Translation memory (TM) is great for many types of documents, including legal/court documents, which may have many repetitions. TM also creates term bases – or rather, human translators create these term bases in the memory – for other translators to use as the work goes on.

TM is not the same thing as Machine Translation, however. Machine translation will oftenmistranslate legal terms which the translator then has to fix. With TM, on the other hand, this will be done entirely by human translators with experience in the legal field. Specialized translators will also avoid a lot of the pitfalls that could lead to a completely different interpretation of the text.

Not all the parts of a court document are repetitive though, and this is where the finesse of a human translator becomes even more important. Testimonies and depositions are often in common language, rather than “court” language, and a human translator will get a sense of the person’s tone and the idioms or slang they may use.

In contrast, the judge will use very formal language and particular phrasing that must be reflected in the translation. This is the part of the translation where TM is the most useful. Many phrases will always appear in court documents: “the defendant is remanded to custody,” “Counsel may approach,” “we find the defendant guilty,” etc. These must be precisely translated and will appear in the TM or term base, greatly improving the overall accuracy and consistency of the job, even if there is more than one translator. This means less editing steps as well, which saves the client money in the long run.

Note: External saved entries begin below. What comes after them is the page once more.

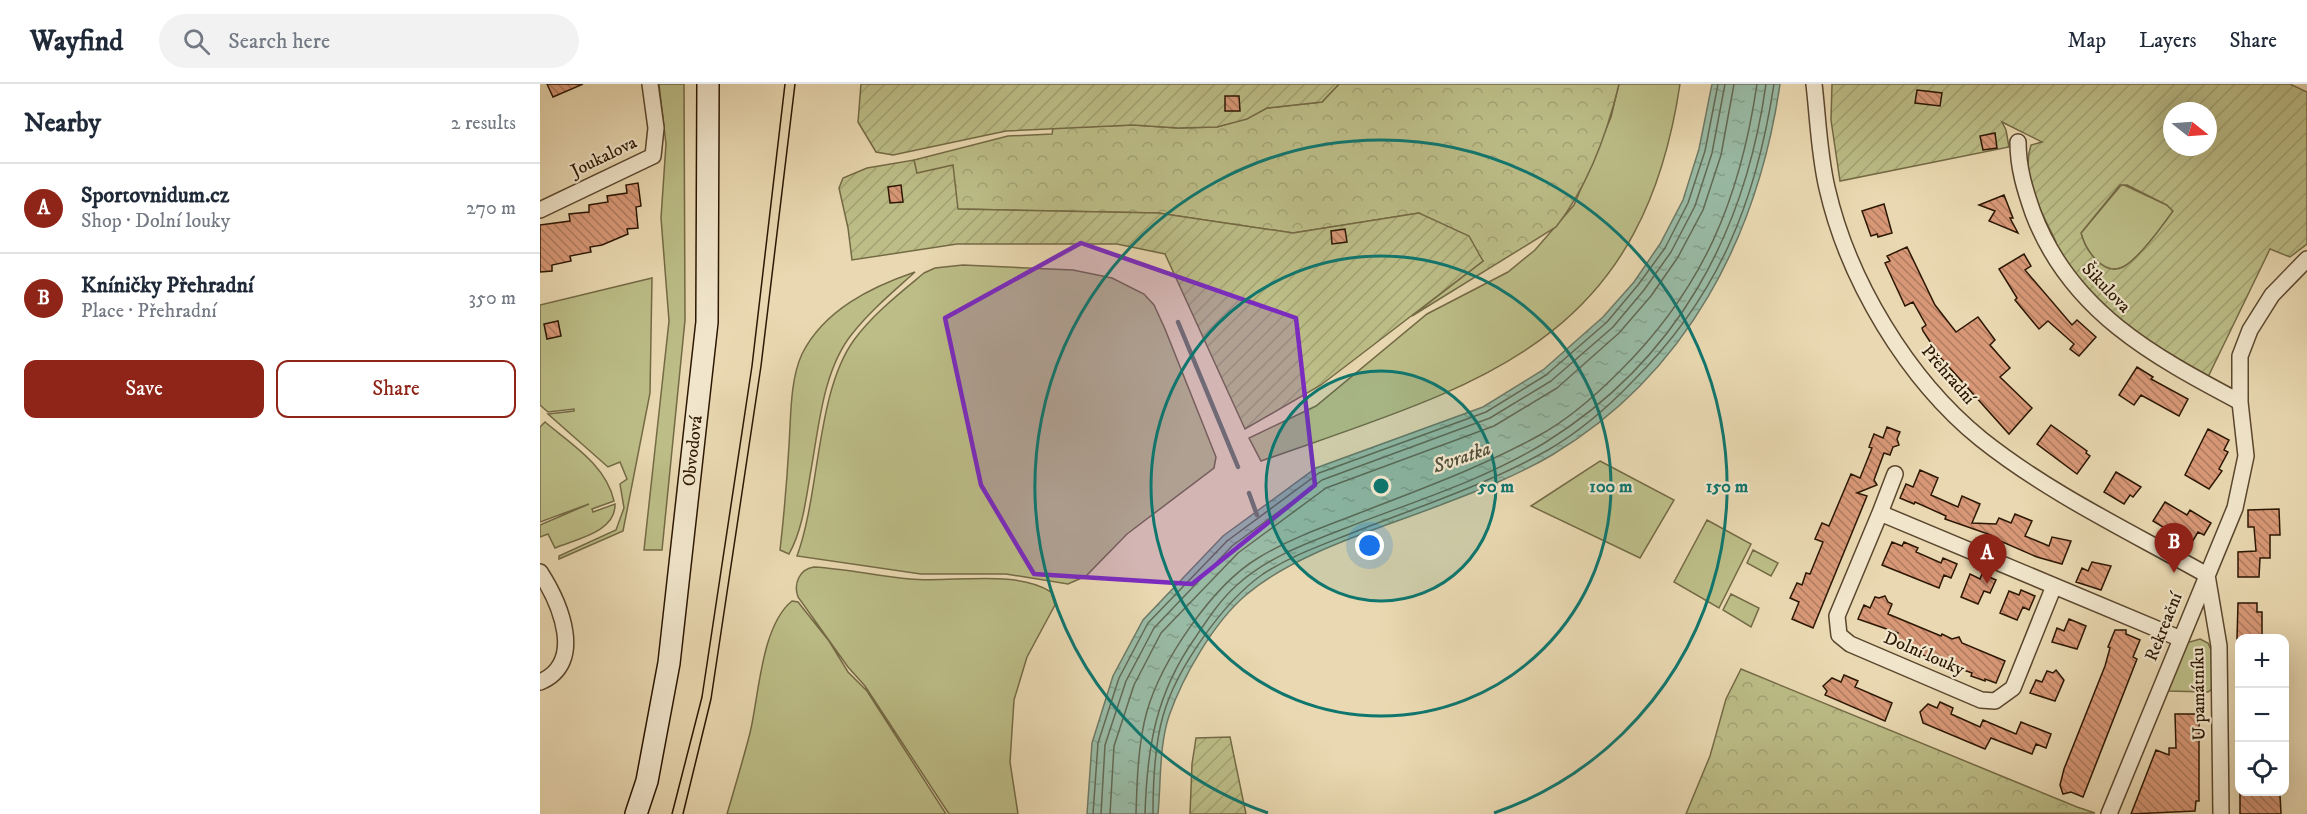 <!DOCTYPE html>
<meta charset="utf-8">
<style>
:root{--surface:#fff;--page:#f2f2f3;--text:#1f2937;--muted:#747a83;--line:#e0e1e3;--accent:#8f2418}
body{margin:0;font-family:"IM FELL DW Pica",serif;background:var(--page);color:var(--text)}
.controls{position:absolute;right:18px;bottom:18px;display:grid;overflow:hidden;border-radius:12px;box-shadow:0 6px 24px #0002}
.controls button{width:54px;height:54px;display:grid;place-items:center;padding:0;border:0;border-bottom:2px solid var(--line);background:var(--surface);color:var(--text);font:30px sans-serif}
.compass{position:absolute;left:1623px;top:18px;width:54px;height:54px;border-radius:50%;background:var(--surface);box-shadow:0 6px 24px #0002;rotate:107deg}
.you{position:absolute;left:830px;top:462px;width:21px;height:21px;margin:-15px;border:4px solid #fff;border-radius:50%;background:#1a73e8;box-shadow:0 0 0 9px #1a73e833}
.badge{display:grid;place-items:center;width:39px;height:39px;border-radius:50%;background:var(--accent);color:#fff;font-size:20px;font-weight:700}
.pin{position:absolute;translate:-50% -50px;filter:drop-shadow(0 2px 3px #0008)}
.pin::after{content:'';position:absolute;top:32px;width:21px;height:18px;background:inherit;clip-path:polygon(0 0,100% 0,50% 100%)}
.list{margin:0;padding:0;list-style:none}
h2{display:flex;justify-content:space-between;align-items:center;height:78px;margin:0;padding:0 24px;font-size:26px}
h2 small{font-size:20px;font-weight:400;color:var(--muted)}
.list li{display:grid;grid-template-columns:39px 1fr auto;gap:18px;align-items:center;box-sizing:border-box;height:90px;padding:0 24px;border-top:2px solid var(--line)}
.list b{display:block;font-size:22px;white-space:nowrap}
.list p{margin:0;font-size:20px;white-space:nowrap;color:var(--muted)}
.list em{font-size:20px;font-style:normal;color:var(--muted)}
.actions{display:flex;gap:12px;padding:18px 24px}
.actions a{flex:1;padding:14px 0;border:2px solid var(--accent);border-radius:12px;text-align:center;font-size:21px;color:var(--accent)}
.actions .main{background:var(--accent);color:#fff}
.icon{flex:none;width:33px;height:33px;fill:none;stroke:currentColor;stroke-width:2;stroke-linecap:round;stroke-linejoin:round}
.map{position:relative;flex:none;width:1767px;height:730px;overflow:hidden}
header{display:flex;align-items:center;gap:36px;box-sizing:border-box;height:84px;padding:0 30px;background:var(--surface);border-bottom:2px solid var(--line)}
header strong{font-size:28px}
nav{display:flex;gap:33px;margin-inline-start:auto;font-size:21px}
.search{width:420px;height:54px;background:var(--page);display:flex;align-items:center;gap:15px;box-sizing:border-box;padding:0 21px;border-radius:33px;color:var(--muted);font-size:22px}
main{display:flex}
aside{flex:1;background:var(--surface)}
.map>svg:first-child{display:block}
.green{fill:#bcbd87;stroke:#746a45;stroke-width:1.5}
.forest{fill:url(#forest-crowns);stroke:#746a45;stroke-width:1.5}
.garden{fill:url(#garden-furrows);stroke:#746a45;stroke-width:1.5;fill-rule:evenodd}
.water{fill:url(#water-ripples);stroke:#6d7965;stroke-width:1.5}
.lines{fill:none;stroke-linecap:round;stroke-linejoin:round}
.shore{stroke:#626954;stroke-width:1.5}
.stream{stroke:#6d7965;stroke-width:4.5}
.building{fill:url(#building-back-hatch);stroke:#2c1703;stroke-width:1.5}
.street-casing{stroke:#5b472e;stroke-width:18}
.secondary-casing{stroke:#2c1703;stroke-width:24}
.street{stroke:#f1e6cc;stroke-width:15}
.secondary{stroke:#f1e6cc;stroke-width:21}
.tram{stroke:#2c1703;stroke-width:1.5}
.marked{fill:#7b2cbf;fill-opacity:0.2;stroke:#7b2cbf;stroke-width:4.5;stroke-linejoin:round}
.ring{fill:none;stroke:#0f766e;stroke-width:3}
.labels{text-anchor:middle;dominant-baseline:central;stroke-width:4.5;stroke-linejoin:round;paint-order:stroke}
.street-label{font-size:18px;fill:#2c1703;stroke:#f1e6cc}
.water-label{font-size:20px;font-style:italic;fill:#52503c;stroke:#f1e6cc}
.centre{fill:#0f766e;stroke:#f1e6cc;stroke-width:3}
.ring-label{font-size:18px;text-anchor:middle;font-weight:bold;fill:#0f766e;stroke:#f1e6cc;stroke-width:4.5;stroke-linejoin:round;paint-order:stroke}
</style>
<header>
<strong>Wayfind</strong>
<div class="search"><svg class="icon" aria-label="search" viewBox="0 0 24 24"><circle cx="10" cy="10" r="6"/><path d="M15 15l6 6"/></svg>Search here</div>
<nav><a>Map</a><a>Layers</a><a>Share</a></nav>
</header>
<main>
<aside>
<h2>Nearby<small>2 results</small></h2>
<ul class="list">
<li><span class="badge">A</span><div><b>Sportovnidum.cz</b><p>Shop · Dolní louky</p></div><em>270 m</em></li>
<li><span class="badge">B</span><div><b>Kníničky Přehradní</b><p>Place · Přehradní</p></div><em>350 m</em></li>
</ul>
<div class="actions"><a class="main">Save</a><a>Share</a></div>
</aside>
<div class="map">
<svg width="1767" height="730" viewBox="0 0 1767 730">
<defs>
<pattern id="forest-crowns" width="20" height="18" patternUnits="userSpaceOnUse" patternTransform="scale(1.5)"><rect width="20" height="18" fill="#bcbd87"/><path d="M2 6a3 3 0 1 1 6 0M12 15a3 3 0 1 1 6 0" fill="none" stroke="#a2a273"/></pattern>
<pattern id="garden-furrows" width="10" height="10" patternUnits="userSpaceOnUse" patternTransform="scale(1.5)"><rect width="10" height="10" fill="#bcbd87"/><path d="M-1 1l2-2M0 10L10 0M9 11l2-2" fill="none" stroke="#a2a273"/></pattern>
<pattern id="water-ripples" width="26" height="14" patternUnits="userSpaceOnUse" patternTransform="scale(1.5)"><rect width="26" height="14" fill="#99bba6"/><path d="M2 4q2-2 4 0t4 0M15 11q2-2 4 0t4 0" fill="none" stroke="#84a08d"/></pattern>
<pattern id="building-back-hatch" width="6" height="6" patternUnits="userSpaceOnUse" patternTransform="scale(1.5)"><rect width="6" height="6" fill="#d89877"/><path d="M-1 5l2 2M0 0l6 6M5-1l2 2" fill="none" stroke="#af7b5f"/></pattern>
</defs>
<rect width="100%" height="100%" fill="#e9d8b1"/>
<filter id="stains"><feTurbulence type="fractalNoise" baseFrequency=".00333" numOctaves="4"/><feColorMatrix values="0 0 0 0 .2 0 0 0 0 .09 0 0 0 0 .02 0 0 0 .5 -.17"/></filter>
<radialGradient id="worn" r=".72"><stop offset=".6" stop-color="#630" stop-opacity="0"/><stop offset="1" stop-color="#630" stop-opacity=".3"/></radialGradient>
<!-- green -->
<path class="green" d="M119,0H144L145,236L122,466H104L129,237L121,134L126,60Z
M1079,0H1140C1101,262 939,300 721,377L709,354L776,322L887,230L968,188L995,166L1034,121L1071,33Z
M1582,100L1627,121L1633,127C1623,141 1599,175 1583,183C1563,193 1545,165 1541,149Z
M423,181L533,186L572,194L604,210L614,221L625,245L676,373L674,384L587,450L546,492L528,500L466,490H381L257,472C280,410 276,308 314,256C333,230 360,209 384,189L395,184Z
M375,188C353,208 330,227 312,250C283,286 279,342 271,386C266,414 263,445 249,470L240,466C244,431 247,396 249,361C251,332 250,296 262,270C284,226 331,203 375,188Z
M112,194L110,309L83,447L19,475V472L76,446L84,424L80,400L87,395L80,378L68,383L8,330L34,327V325L8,328L0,321V221Z
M5,338C31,360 66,381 74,417L52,425L53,428L75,420C76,448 36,455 15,464L8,450L0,453V441L49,420L0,438V343Z
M1060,377L1134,416L1100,474L991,422Z
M1167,436L1211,460L1179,524L1134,498Z
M1213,466L1238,479L1231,492L1207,479Z
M274,483C307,485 338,492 370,495C411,499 476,485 511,508L515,521L487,573L474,616L470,678L478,730H409L325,602L308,583L258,513C253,499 260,485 274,483Z
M1191,510L1219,524L1211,543L1183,526Z
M252,517L258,518L289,557L308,588L327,607L406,730H187C195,703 203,676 210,649C219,612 221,542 252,517Z
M1660,555L1668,559L1672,568V605L1668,608L1628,607L1646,559Z"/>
<!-- forest -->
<path class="forest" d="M799,0H1079C1067,50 1048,102 1016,143L872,232L943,177L879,129L753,149L618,129L417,125L376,89L374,76L468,52L512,50L513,44L593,41L638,44L677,43L707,34L727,24L782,18Z
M1201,585L1537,723L1555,729L1146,730L1170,672L1186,615Z"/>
<!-- garden -->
<path class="garden" d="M321,0H799L782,18L727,24L707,35L677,43L638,44L593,41L466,47L353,71L336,68L318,38Z
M1292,0H1750L1767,8V160L1750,173L1730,165L1668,293L1617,265L1556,216L1513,162L1516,158C1503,130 1480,93 1491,61L1502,58L1462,38L1466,46L1469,63L1300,97L1291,36ZM1632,27H1668V63H1632ZM1580,101H1587L1627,121L1633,127C1623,141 1599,175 1583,183C1563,193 1545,165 1541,149Z
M374,76L377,89L413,81L418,125L618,129L753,149L879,129L929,152L943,177L781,301L705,345L625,170L577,160H417L312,176L308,144L299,104L303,94L327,84Z
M690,653L706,730H650L652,680L656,654Z"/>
<!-- water -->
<path class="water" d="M1172,0H1240C1218,152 1147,290 1012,371C978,391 940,406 903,420C842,444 756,468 706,511C674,538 643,592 629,632C619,662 621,699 618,730H547L552,659L573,592L603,536L683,452L776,384L943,323L1003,286L1063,233L1094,198L1120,160L1143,116L1159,65Z"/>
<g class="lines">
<!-- shore -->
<path class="shore" d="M553,730L558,659L579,594L608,539L687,457L779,389L946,328L1006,291L1067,238L1098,201L1125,164L1148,119L1165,67L1178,0
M561,730L565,661L586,597L614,544L692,462L782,396L950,334L1011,297L1073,243L1104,206L1131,168L1155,122L1172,69L1185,0
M570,730L574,662L594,601L621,549L698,469L786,404L954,342L1017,304L1079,249L1111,212L1138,173L1163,126L1181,71L1194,0
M596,730C597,697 598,659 607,627C622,576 672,502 718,474C749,455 783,443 817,430C878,406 940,384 998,352C1028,336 1055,312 1079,288C1163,205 1200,116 1217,0
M605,730C607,663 616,609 655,554C667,536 680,516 697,501C728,473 767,459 806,444C872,418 945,396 1006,358C1137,276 1205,150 1226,0
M613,730C613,699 614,663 623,632C636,585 683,518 723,490C752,471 785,460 817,447C881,422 948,400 1008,366C1039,348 1067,324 1092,298C1178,213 1216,119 1234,0"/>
<!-- stream -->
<path class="stream" d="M638,238L698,383
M709,409L717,431"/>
</g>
<!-- building -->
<path class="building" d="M7,0H43L13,13Z
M1377,6L1402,9L1400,22L1375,19Z
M685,12H699L700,27H685Z
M1455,49L1457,64L1443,66L1440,52Z
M98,99L101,122L96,123L98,144L87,145L88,150L62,161L50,163L51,168L30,172L31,177L12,181V187L0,188V141L30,137L29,130L49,128V121L68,118L67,112L87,109L86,101Z
M361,101L363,118L350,119L348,103Z
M1464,111L1473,134H1470L1478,149L1449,137L1455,127L1439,121Z
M1344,120L1352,149L1338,153L1337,150L1331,152L1322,127Z
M805,145L807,158L792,160L791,147Z
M1367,163L1395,221L1416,248L1438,233L1455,256L1450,261L1470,284L1460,293L1492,324L1469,350L1400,273L1383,247L1382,244L1386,241L1373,218L1365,222L1345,179L1350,177L1347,172Z
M1484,170L1491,182L1485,186L1532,241L1537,236L1556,253L1539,272L1530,265L1534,260L1508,237L1499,245L1475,216L1477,214L1459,185Z
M18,237L21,252L7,255L4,240Z
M1597,283L1613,293L1611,295L1648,315L1639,332L1601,311L1594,321L1579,311Z
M1511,341L1547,367L1546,369L1550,372L1537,390L1497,360Z
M1347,343L1360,348L1357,355L1359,361L1353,363L1350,371L1344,369L1334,396L1337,401L1317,409L1327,412L1273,544L1252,535L1259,518L1250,514L1257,499L1262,501L1266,489L1270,490L1283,458L1275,455L1282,439L1289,442L1311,390L1320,394L1332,364L1329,363L1334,350L1343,354Z
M1668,345L1689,356L1684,366L1688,368L1679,385L1682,387L1669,405L1645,391Z
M1380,386L1398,394L1391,411L1418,423L1422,412L1440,420L1432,439L1456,440L1459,434L1471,439L1475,430L1492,437L1485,452L1509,462L1512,453L1531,457L1522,480L1497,473L1451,453V451L1405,435L1406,432L1375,418L1374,420L1360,414L1366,400L1373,403Z
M1576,388L1601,403L1593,413L1590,411L1584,420L1564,408Z
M1625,418L1647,431L1650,426L1671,439L1664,451L1658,448L1651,460L1613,437Z
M1739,425L1740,451H1730V474H1720L1719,493H1698V468L1716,467L1714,443H1708V426Z
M1352,458L1362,462L1364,458L1378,464L1376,468L1401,479L1403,474L1417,480L1411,494L1404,491L1399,504L1342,481Z
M1552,478L1571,482L1561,506L1536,498L1542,484L1548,487Z
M1430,490L1440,495L1442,490L1456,496L1450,509L1444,507L1438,520L1421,513Z
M1481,506L1495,512L1489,526L1483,523L1477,536L1460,529L1469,507L1479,511Z
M1345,512L1348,518L1352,520L1348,530L1401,552L1402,550L1412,555L1419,553L1422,559L1465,577L1456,599L1445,595V597L1431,592L1432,589L1353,560L1358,549L1318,535L1324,521L1330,524L1335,513L1339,514Z
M1698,519H1717V528H1722V555H1697Z
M1529,535L1546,542L1537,565L1512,558L1517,544L1524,547Z
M1575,546H1586V550L1600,556L1593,573L1597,575L1543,713L1531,708L1523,710L1520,701L1524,685L1565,582L1570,564L1568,563Z
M1516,586L1524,596L1515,617L1490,609L1496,596L1502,598L1507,587L1513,589Z
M1304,591L1318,597L1315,603L1352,619L1345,637L1285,611L1287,607L1283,602L1292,594L1301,598Z
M1400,618L1413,624L1411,630L1440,643L1443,636L1476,650L1481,638L1511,650L1506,664L1496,660L1492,670L1451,654L1445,665L1383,639L1380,628L1388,620L1397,624Z
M1635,630H1659V717H1656L1655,727L1591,730L1616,666L1629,671V664H1636Z
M1700,708H1734V711H1740L1741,730H1700Z"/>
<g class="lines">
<!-- street casing -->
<g class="street-casing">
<path id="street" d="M1274,0C1278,34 1279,70 1287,104C1308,196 1367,295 1441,355C1510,410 1591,448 1667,491
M1478,58C1478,84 1485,106 1493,129C1530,227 1613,272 1700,318
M0,126L113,72L116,44L110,0
M1340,429L1355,390
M0,488C20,519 46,579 0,598
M1667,491L1679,562L1681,730
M1514,502L1473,604L1455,617L1441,616L1310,560L1299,551L1297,532L1340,429L1641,555
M1569,730L1695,424L1706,372L1700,318V272L1710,246L1732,211L1767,175"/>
</g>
<!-- secondary casing -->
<g class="secondary-casing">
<path id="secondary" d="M96,730L107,697L129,579L167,238L168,0"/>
</g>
<!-- street -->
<use href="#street" class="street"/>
<!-- secondary -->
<use href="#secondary" class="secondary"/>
<!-- tram -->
<path class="tram" d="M132,730L162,613L212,282L245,0
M143,730L171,615L221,282L255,0"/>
</g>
<!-- marked area -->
<path class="marked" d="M541,159L756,234L775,401L652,500L494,490L441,401L405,234Z"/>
<!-- distance rings -->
<circle cx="841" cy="402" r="115" fill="#0f766e" fill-opacity=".12"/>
<g class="ring">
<circle cx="841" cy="402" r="115"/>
<circle cx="841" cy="402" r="230"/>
<path d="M728 729A346 346 0 1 1 954 729"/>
</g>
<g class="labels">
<!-- street labels -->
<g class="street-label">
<text transform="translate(64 73) rotate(-26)">Joukalova</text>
<text transform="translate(1566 204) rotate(46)">Šikulova</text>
<text transform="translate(1408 291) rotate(49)">Přehradní</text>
<text transform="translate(153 367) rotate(-84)">Obvodová</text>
<text transform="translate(1624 543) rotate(-68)">Rekreační</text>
<text transform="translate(1384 570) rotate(23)">Dolní louky</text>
<text transform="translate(1659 610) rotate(-91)">U památníku</text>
</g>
<!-- water labels -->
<g class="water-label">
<text transform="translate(922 374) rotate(-19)">Svratka</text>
</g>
</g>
<circle cx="841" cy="402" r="9" class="centre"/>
<g class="ring-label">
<text x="956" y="408">50 m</text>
<text x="1071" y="408">100 m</text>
<text x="1187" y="408">150 m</text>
</g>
<rect width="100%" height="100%" filter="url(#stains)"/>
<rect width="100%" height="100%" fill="url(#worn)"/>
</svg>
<div class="controls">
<button>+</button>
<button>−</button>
<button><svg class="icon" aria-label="locate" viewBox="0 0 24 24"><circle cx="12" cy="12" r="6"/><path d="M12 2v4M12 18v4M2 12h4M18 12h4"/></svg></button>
</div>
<svg class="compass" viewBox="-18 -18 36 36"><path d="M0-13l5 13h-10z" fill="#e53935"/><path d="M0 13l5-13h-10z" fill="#747a83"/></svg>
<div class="you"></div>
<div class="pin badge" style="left:1447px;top:500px">A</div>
<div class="pin badge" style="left:1634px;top:489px">B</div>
</div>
</main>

Having a term base also helps avoid seemingly small grammar or word-usage mistakes. If the wrong preposition is used, the entire meaning can turn out wrong. Here is an example in Slavic that might also happen in Spanish or Portuguese: “… willfully discharge a firearm at inhabited house, occupied building…is guilty of a felony…” “At” can mean either in or at a location, or “toward;” as in “He shot at John.” The experienced translator will take in the entire context, and since this may be a key phrase in a criminal case, the word “at” will be correctly translated in the whole document.

Working hand-in-hand, the human translator and the TM will avoid all these mistakes and offer the client a consistent and accurate translation that is sure to be accepted by anyone in the target language country.